Hauser & Wirth have galleries in Zurich, London, New York and now Los Angeles, but in rural Somerset, England, Iwan and Manuela Wirth have created a mini-Eden in which they bring all their interests together: art and architecture, conservation and food, community and family. They’ve already had some notable exhibitions by the likes of Phyllida Barlow and Jenny Holzer. A love affair rather than a purely commercial venture, Durslade Farm in Bruton, Somerset, restored by Argentinean-born architect Luis Laplace, has had over 130,000 visitors from July 2014 to July 2015. Durslade Farm may yet turn out to be to the west of England what the Guggenheim is to Bilbao.

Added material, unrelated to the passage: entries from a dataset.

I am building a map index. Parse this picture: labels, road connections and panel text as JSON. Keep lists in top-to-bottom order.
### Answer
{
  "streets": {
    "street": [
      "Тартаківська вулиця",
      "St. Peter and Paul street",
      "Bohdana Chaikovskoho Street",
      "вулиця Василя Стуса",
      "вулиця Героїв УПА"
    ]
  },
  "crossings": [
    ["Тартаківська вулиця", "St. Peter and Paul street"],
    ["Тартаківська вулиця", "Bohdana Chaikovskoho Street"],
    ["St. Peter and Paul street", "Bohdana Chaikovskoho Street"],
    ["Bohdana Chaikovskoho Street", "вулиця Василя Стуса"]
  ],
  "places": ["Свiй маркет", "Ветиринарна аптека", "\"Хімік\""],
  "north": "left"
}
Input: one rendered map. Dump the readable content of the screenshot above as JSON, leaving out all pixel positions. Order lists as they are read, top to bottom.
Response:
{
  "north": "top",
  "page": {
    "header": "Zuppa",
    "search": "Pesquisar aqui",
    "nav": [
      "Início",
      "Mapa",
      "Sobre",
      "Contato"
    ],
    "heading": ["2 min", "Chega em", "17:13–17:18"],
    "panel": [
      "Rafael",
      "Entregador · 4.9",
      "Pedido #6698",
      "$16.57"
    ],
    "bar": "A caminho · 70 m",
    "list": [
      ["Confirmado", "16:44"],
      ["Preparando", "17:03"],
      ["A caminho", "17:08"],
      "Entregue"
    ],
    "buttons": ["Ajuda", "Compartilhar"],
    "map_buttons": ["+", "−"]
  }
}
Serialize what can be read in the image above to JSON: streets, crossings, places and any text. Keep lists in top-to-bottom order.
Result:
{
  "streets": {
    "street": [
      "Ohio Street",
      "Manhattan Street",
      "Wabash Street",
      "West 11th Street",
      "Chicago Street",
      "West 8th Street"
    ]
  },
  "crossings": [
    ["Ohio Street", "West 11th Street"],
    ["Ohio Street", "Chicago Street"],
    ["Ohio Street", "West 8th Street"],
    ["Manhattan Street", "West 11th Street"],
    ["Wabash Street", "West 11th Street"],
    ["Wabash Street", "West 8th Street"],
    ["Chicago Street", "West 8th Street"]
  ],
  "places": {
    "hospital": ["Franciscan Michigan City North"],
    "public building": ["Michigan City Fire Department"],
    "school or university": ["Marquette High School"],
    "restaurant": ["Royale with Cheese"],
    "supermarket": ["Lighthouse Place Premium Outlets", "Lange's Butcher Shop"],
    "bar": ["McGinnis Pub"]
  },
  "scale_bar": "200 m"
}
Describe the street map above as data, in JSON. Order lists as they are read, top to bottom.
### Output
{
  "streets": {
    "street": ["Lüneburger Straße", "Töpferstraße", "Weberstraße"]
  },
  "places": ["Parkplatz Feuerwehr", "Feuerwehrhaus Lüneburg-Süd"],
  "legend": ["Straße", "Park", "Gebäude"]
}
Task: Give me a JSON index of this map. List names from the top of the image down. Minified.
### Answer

It’s a bucolic scene among the green fields, hedgerows and lovingly renovated stone barns. Invited guests gather in a marquee to listen to Martin Creed’s band promote his new album, Thoughts Lined Up, as rain lashes down in a cliché of an English summer. The great and the good of the London art world have decamped to the country for the day and are bringing a touch of razzamatazz to rural England for the opening of his new show. With his man-bun and ’70s gaucho moustache, Creed has a lugubrious air: a cross between an encyclopedia salesman and a small-town American preacher. In the video for his new single, “Understanding,” he dresses in various retro getups: a garish Hawaiian beach shirt, a patterned geometric jersey, and a woman’s skirt and jacket, all worn with his afro-frizz arranged in a variety of styles from pigtails and braids to chignons. It’s funny, doleful, silly and quirky, like observing an adult child playing at dressing up and dancing around without realizing he’s being watched.
For Creed there’s no real distinction between his art and his music or, indeed, between life and art. An heir to Duchamp, his work relies on context and the viewer’s desire to engage. He’s concerned with minute interventions rather than large gestures. Either you get them or you don’t. Since 1987 he’s numbered each piece, such as Work No. 79: some Blu-tack kneaded, rolled into a ball and depressed against a wall, or Work No. 88, a sheet of A4 paper crumpled into a ball. In 2001 he registered in the public consciousness with his Turner Prize–winning Work No. 227: The lights going on and off. This consisted of lights being switched on and off at 5-second intervals in an empty room. Whether you thought it poetic or absurd depended largely on your frame of reference. Many questioned whether something so minimalist could be considered art at all.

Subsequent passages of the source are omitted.